Note that all of these help your code be more readable/understandable and should also reduce the number of mistakes you make. An example file which follows all of these guidelines -

Variable names

Use meaningful names. You can use i, n, j, k, x, y for integers or numbers if you only have a few of these in your program. The more different variables you are using, the more important that you use a descriptive name.

Function names

Use good names for functions that describe what they are doing.

Variable and function names

You can choose whether to use camelCase or underscores for variable and function names that consist of multiple words. Example in camelCase - countEvenLines. Example with underscores - count_event_lines. You should choose one of these and be consistent.

Function comments

Right before a function include a brief description of what it does, what the parameters are supposed to mean, if there is a return value what it means, and anything else someone would need to know to be able to call your function properly.

Using functions

Break your code into smallish separate tasks that can each be solved with a function. You should not have more than about 20 lines of code in each function, and your main program that uses the functions should not be more than about 20 lines of code.
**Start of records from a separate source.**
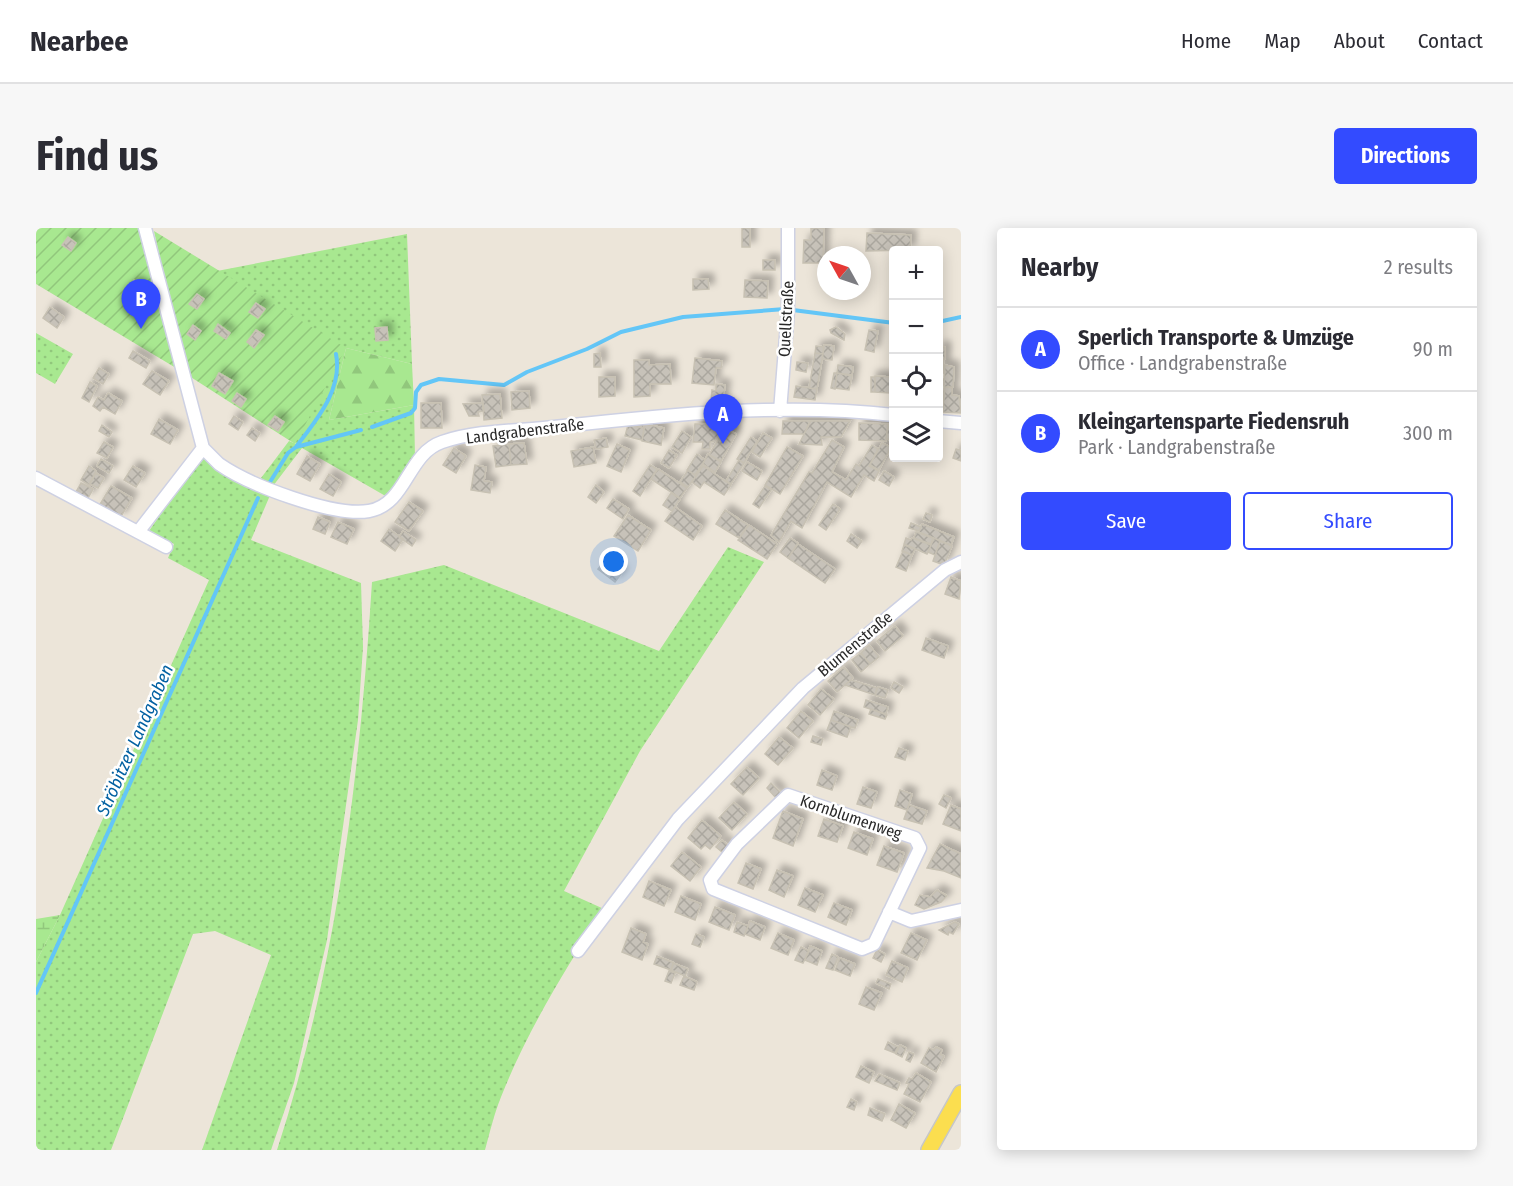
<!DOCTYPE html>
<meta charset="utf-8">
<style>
:root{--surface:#fff;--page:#f7f7f7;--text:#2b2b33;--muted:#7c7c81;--line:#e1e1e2;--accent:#334bff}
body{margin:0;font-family:"Fira Sans Condensed",sans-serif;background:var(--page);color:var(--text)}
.controls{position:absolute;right:18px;top:18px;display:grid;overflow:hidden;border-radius:6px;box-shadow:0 3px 15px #0003}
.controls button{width:54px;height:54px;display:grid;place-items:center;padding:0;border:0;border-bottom:2px solid var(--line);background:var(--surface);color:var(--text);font:30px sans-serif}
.compass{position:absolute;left:781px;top:18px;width:54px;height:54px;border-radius:50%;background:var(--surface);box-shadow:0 3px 15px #0003;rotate:310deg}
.you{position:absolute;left:578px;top:334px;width:21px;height:21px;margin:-15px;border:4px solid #fff;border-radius:50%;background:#1a73e8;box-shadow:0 0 0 9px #1a73e833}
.badge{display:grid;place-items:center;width:39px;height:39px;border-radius:50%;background:var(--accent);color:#fff;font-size:20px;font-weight:700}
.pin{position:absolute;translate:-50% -50px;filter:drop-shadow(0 2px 3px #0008)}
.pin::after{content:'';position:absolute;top:32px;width:21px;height:18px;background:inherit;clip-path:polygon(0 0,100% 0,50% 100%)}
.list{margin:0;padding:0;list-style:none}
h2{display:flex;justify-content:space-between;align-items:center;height:78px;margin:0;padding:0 24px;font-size:26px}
h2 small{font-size:20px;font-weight:400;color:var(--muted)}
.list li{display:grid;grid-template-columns:39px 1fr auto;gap:18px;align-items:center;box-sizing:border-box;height:84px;padding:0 24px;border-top:2px solid var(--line)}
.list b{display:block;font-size:22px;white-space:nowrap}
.list p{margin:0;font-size:20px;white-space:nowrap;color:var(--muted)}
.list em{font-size:20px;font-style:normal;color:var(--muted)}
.actions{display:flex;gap:12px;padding:18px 24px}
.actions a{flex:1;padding:14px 0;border:2px solid var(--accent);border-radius:6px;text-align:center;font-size:21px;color:var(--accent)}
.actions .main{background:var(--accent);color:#fff}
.icon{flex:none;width:33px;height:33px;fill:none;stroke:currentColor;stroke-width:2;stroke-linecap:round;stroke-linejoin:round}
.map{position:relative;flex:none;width:925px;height:922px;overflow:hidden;border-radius:6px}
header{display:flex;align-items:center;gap:36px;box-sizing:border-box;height:84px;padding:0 30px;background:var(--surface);border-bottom:2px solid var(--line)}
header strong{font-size:28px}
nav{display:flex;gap:33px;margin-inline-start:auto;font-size:21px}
.intro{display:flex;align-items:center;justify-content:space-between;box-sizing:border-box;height:144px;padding:0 36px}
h1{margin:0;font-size:42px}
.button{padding:15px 27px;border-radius:6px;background:var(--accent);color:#fff;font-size:21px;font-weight:700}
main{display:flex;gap:36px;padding:0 36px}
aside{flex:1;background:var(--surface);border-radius:6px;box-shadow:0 3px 15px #0003}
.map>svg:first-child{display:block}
.grass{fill:url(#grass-dots)}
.forest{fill:url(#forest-firs)}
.wetland{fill:url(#wetland-marsh)}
.garden{fill:url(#garden-furrows)}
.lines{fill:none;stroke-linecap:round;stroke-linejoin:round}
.stream{stroke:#63c6f7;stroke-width:4}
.building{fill:url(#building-cross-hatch);stroke:#c7c1b3;stroke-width:1.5;filter:url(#shadow)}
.minor-casing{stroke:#ced1e3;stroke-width:15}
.major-casing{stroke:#c7c7c7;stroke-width:18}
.minor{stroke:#fff;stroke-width:12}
.major{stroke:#fbde4f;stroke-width:15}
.labels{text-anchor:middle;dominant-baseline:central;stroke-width:5;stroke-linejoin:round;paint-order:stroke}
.street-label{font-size:16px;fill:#292929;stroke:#fff}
.water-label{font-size:18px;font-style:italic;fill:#0361a2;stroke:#fff}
</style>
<header>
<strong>Nearbee</strong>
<nav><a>Home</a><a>Map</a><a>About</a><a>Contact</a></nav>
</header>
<div class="intro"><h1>Find us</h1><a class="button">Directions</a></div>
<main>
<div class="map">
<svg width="925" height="922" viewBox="0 0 925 922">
<defs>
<pattern id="grass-dots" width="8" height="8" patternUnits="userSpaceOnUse" patternTransform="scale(1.5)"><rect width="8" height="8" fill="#a8e890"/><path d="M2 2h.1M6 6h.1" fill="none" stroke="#91c77c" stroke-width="1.8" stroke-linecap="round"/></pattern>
<pattern id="forest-firs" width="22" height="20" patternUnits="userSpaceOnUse" patternTransform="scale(1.5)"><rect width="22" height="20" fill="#a8e890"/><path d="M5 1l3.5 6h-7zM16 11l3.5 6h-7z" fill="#91c77c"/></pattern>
<pattern id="wetland-marsh" width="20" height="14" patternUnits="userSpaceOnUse" patternTransform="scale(1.5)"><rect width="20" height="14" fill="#a8e890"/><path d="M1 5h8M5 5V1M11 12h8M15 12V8" fill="none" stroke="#91c77c"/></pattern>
<pattern id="garden-furrows" width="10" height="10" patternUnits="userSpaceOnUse" patternTransform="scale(1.5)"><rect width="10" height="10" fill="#a8e890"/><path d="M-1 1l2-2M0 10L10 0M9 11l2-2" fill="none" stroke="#91c77c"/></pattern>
<pattern id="building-cross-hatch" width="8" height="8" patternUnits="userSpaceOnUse" patternTransform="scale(1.5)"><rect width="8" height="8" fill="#c7c2b9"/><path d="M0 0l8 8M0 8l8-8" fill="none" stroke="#aba79f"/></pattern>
<filter id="shadow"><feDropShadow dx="5.5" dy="-5.5" stdDeviation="3" flood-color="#0004"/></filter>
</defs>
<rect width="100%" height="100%" fill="#ece5d9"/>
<path class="grass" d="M371 6 376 136 310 120 293 192 378 177 379 230 353 270 266 220 237 258 225 250 253 213 260 216 181 43Z
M0 105 37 126 19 156 0 145Z
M165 228 179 240 235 265 215 312 325 355 327 419 322 492 291 712 258 855 235 922H166L235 727 179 703 157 706 75 922H0V734L24 687 173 352 132 330 138 316 113 303Z
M692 319 728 334 604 523 528 663 568 681C530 740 491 803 465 869 458 886 454 904 449 922H241C301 738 324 546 336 354L408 337 623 423Z"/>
<path class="forest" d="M310 120 376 136 378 177 293 192Z"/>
<path class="wetland" d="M24 687 0 734V691Z"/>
<path class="garden" d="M0 0H105L147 135 118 3 310 120 259 216 150 146 0 56Z"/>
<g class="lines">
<path class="stream" d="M902 94 925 89
M336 199 375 185 379 180 380 164 385 157 403 151 468 157 491 144 551 121 585 104 647 89 749 81 858 95
M260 219C280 192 307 162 300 126
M234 254 252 225 260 219 325 202
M0 765 222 270"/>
</g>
<path class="building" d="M706 0H714V19H706Z
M775 0H788L787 35H767L768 12H775Z
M831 5 875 7 874 22 830 23Z
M32 9 40 15 35 23 26 17Z
M727 32H739V42H727Z
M657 51H672L673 61 657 62Z
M98 52 108 59 100 71 90 64Z
M709 52 732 53 731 70 708 69Z
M161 66 168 71 161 81 153 76Z
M220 75 229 81 222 90 213 84Z
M14 79 28 89 21 100 7 90Z
M182 96 194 105 190 111 178 103Z
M157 97 165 103 159 112 151 106Z
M351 99 352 112 340 113 339 100Z
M800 99 809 106 808 112 795 105 794 102Z
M220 102 228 107 218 120 211 114Z
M833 102 842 103 838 124 829 122Z
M788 117 798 118 796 132 786 131Z
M780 118 788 119 787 126 779 125Z
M902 119H909V131H902Z
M97 123 114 133 110 140 93 130Z
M564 125 565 139H558V126Z
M779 125 787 126 781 161 773 160Z
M659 130 686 133 685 140H680L678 157 656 155Z
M902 131 908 132 907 145 902 144Z
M598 132H613V137L634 136 635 156H614V168L598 169Z
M761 134 772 135 770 144 760 142Z
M802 137 817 139 816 147 801 145Z
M909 137 918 139 917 159H908Z
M63 140 73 146 67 156 57 150Z
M116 143 133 153 124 167 107 156Z
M183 145 197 153 189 166 176 158Z
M798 145H801L799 161 795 160Z
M801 145 816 148 813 162 799 160Z
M839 148 854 149V165L839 164Z
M563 149H579V168L563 169Z
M835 149H839V164H835Z
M902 151H908V157H902Z
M54 154 61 158 53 174 46 170Z
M680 156 689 157 687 174 675 173 676 162 680 163Z
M760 158 781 161 779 172 758 169Z
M909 159 916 160V167L923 168 925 185 907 184Z
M902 162 908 163 907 183 902 182Z
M493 163 494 180 476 182 475 164Z
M72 165 86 173 79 186 67 179 64 183 57 178 62 169 68 172Z
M201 165 210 171 205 179 196 173Z
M464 166 466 190 448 192 446 167Z
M385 175H405L406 200H385Z
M447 175 448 183 442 184 443 188H433L427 176Z
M198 188 207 194 202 202 193 196Z
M239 188 248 194 242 203 232 197Z
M123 191 142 202 134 216 115 206Z
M747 193H774L768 206H746Z
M775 193H814L805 209H785L786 217 763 216Z
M823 195 852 196 850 213 823 212Z
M609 196 628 200 625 217 606 213Z
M659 196H689L679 213 674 214V221H666L667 214H657Z
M852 196 858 197V212L850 211Z
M66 197 76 204 73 209 63 203Z
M592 197 608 200 606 212 589 208Z
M216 200 224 205 219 213 211 207Z
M689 200 700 206 685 233 673 227Z
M646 203 655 209 646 225 636 219Z
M727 205 736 210 724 229 716 224Z
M715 209 721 213 708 235 701 231Z
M570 210 572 219 560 221 558 212Z
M796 212 808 219 796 244 810 252 820 236 823 238 836 217 842 221 833 238 843 243 838 253 828 247 815 269 791 254 766 300 755 293 743 314 735 307 773 244 776 245Z
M68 214 77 219 71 230 61 225Z
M488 215 491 236 475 237 473 216Z
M846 215 855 219 843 242 834 237Z
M473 216 475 237 460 239 457 218Z
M581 216 594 222 585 244 571 238Z
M557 219 560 235 538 239 535 223Z
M751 219 767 228 744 266 729 257Z
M418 220 430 228 420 245 407 237Z
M920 221 925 222V233L917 230Z
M633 222 641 227 633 240 625 235Z
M661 226 669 232 659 247 651 242Z
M672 226 685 234 679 244 667 236Z
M271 228 284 236 274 253 261 246Z
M65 231 77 238 73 245 61 238Z
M703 232 708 235 695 256 690 253Z
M711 234 726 243 721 252 706 243Z
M439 237 450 239 448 253 456 254 454 265 435 262Z
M614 237 621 241 604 268 597 263Z
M53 238 60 243 53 257 45 252Z
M97 238 109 245 100 259 88 252Z
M667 238 695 257 688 267 668 254 664 260 656 254Z
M622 241 651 260 644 270 615 251Z
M652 242 660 248 652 259 644 254Z
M848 243 858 249 853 258 843 252Z
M60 245 68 250 62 260 54 256Z
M293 246 305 254 297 268 284 261Z
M45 255 57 261 52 270 40 264Z
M560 257 568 264 560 275 552 269Z
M75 258 96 270 84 290 63 278Z
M729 258 735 262 723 280 717 276Z
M635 265 644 271 636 283 627 277Z
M577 271 593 281 587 291 571 280Z
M373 274 387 283 373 303 359 294Z
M797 276 804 281 790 302 783 297Z
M639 279 666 298 657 312 629 293Z
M689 282 712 297 703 310 680 296Z
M890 285 896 287 894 294 887 291Z
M592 287 615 302 602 323 578 308Z
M282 289 294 294 289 306 277 301Z
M302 294 318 301 311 316 295 309Z
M875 295 885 299 883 303 873 300Z
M886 296 918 309 915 317 883 304Z
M713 297 741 316 731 331 702 312Z
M353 301 367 311 359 323 345 313Z
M367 303 380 312 376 318 363 309Z
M880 304 897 310 895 316 878 310Z
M815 306 826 313 821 320 811 313Z
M754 310 762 315 752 330 744 324Z
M870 310 875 312 876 310 895 317 891 326 868 316Z
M898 310 904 313 899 327 892 324Z
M904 313 916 318 908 337 897 333Z
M762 316 799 341 789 355 752 330Z
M868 317 879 321 876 327 866 323Z
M867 323 876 327 870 343 860 339Z
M569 332 586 345 579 354 562 341Z
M915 349 925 353 923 371 909 366Z
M859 398 867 408 849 423 841 413Z
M890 410 912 418 908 430 886 422Z
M833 417 843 429 834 436 825 425Z
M825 425 834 436 825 444 816 432Z
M808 439 817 450 801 464 792 453Z
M815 452 841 460 839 467 809 457Z
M858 454 867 459 863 465 855 460Z
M842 459 852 462 849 470 839 467Z
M785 461 798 471 784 487 772 477Z
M830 472 852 479 850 486 828 479Z
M835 481 851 487 849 491 833 486Z
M765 483 777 493 763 510 751 500Z
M798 483 822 492 819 500 795 492Z
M795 492 815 499 811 509 791 502Z
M777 508 787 511 785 517 775 514Z
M743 509 757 520 742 537 729 526Z
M863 520 872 523 869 532 859 529Z
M711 539 723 550 707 567 695 556Z
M786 542 801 548 796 562 781 557Z
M735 555 745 565 740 570 731 560Z
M827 559 841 564 835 580 821 576Z
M864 562 876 566 871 582 859 578Z
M908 567 915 570 910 580 903 576Z
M698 574 711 586 696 602 683 590Z
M873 577 891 583 886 596 868 591Z
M915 577 925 581V603L907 596Z
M747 583 767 591 757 618 737 610Z
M788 591 807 598 801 614 782 608Z
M666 592 685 608 674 621 669 617 665 621 652 610Z
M818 604 837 611 831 627 812 620Z
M686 612 692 617 686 624 680 619Z
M904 616 925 626V650L908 643 891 640Z
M848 618 868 625 861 644 841 637Z
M646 624 665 639 654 653 635 638Z
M710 635 725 641 717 661 702 655Z
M741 642 757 648 748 669 733 662Z
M613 653 635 662 628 678 607 669Z
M769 660 787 667 779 684 762 677Z
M901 662 911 668 905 674 888 681 879 677 884 667 894 669Z
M645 668 665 676 659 692 639 684Z
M798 675 816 682 810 697 792 689Z
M679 679 699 687 693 702 673 694Z
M714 693 729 699 724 712 709 706Z
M701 694 712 698 708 708 698 704Z
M919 694 923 696 917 706 913 704 912 707 903 702Z
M595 700 610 706 607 714 612 716 606 732 586 724Z
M742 705 758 712 752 727 735 720Z
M875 705 891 712 881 732 865 725Z
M660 706 668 709 664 719 656 716Z
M774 718 786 723 781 737 769 732Z
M765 719 773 723 767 735 759 732Z
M841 722 849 726 845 734 837 730Z
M796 726 802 729 797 742 790 740Z
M621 728 638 735 635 742 618 736Z
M804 730 819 736 814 748 799 742Z
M856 733 872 740 866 754 850 747Z
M637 735 652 741 649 748 635 742Z
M633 743 639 745 635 755 629 753Z
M648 748 661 754 658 762 644 757Z
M842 751 855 756 853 761 840 755Z
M830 759 846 765 838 782 823 776Z
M852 814 862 819 859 825 849 821Z
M864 817 870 820 866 829 860 826Z
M900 819 906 822 904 826 908 828 900 844 885 835 893 820 898 822Z
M873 824 878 826 874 834 870 832Z
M825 838 838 844 833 855 820 849Z
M880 845 895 854 884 874 868 866 873 856 870 855 873 850 876 851Z
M843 846 864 855 861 862 839 853Z
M815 871 821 874 818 882 811 879Z
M863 876 879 885 870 900 855 892Z
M834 880 849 886 846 893 832 887Z"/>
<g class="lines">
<defs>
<path id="minor" d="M109 0 167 220C172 225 178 231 183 236 213 257 297 289 333 283 371 276 371 226 406 214 441 202 482 203 518 199 629 187 746 174 858 187
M744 183 752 83V0
M902 193 925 195
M0 250 130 319
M102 304 167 220
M752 567 879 610 884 620 838 716 826 721 677 661 674 652 701 616Z
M853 684 875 693 925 682
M542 723 642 591 767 460 909 342 925 334"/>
<path id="major" d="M893 922 925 865"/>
</defs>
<use href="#minor" class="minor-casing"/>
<use href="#major" class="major-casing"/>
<use href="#minor" class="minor"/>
<use href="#major" class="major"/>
</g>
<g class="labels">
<g class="street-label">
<text transform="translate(750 91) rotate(-87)">Quellstraße</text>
<text transform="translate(489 203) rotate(-7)">Landgrabenstraße</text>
<text transform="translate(819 416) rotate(-40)">Blumenstraße</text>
<text transform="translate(815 589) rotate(19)">Kornblumenweg</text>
</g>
<g class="water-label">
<text transform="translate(99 512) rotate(-66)">Ströbitzer Landgraben</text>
</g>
</g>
</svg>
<div class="controls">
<button>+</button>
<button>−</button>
<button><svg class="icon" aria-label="locate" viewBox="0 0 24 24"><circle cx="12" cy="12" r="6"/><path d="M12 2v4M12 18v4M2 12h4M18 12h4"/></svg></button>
<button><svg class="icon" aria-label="layers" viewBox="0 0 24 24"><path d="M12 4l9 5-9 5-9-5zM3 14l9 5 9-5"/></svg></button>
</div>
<svg class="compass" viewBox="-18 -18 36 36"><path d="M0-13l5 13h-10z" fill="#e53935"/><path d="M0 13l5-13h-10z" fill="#7c7c81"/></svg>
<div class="you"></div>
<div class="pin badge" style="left:687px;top:216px">A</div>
<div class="pin badge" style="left:105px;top:101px">B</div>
</div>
<aside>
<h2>Nearby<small>2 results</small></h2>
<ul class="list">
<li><span class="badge">A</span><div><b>Sperlich Transporte &amp; Umzüge</b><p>Office · Landgrabenstraße</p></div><em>90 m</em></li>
<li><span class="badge">B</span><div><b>Kleingartensparte Fiedensruh</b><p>Park · Landgrabenstraße</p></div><em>300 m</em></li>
</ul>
<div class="actions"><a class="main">Save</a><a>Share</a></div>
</aside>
</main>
Another way to think of the length of a function is that it should fit on one screen.

Empty lines

Include one before any loop, and two before any function definition.

Line length

Make your code so it still looks good in the default putty/terminal size (which is normally 80 characters wide).

Top of the file

At the top of your file include - basic purpose of the file / what it does, the name of the authors, a change-log, if you took anything as a starting point (e.g., code from class or something you found online), if you received assistance from anyone (instructor, unix lab, friend, aunt, etc.), and anything someone would need to keep in mind to run your program properly.